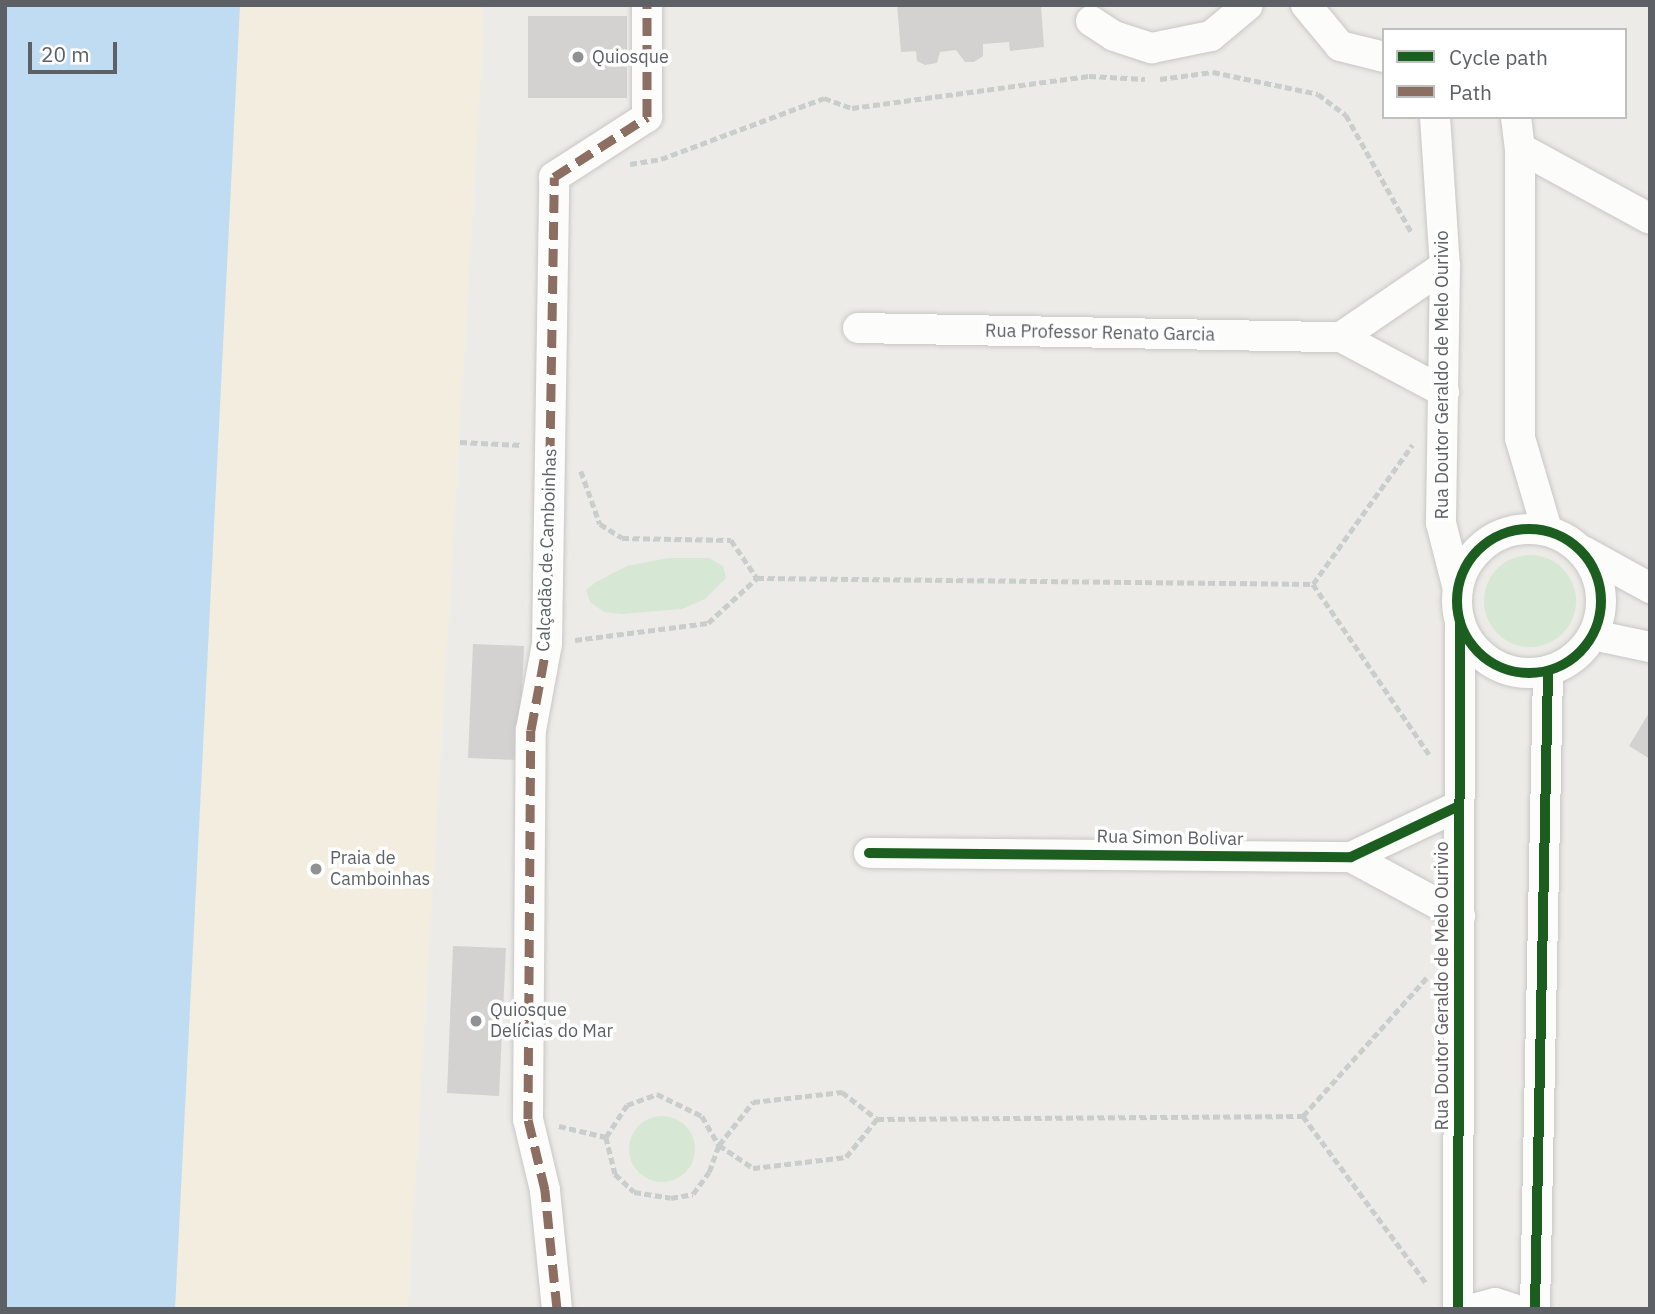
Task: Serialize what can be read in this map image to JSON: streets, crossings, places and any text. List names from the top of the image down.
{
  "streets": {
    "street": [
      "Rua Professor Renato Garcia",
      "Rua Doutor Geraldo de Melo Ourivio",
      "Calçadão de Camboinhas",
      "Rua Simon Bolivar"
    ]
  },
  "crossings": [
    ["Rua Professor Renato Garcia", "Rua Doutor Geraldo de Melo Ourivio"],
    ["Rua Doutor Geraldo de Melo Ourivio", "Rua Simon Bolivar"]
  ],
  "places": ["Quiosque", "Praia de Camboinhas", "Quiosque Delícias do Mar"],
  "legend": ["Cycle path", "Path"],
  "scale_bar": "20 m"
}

▶ [The problem]: The expected result is the complete listing above, printed exactly, with no pictures.

▶ [Task result]:
Task: Serialize what can be read in this map image to JSON: streets, crossings, places and any text. List names from the top of the image down.
{
  "streets": {
    "street": [
      "Rua Professor Renato Garcia",
      "Rua Doutor Geraldo de Melo Ourivio",
      "Calçadão de Camboinhas",
      "Rua Simon Bolivar"
    ]
  },
  "crossings": [
    ["Rua Professor Renato Garcia", "Rua Doutor Geraldo de Melo Ourivio"],
    ["Rua Doutor Geraldo de Melo Ourivio", "Rua Simon Bolivar"]
  ],
  "places": ["Quiosque", "Praia de Camboinhas", "Quiosque Delícias do Mar"],
  "legend": ["Cycle path", "Path"],
  "scale_bar": "20 m"
}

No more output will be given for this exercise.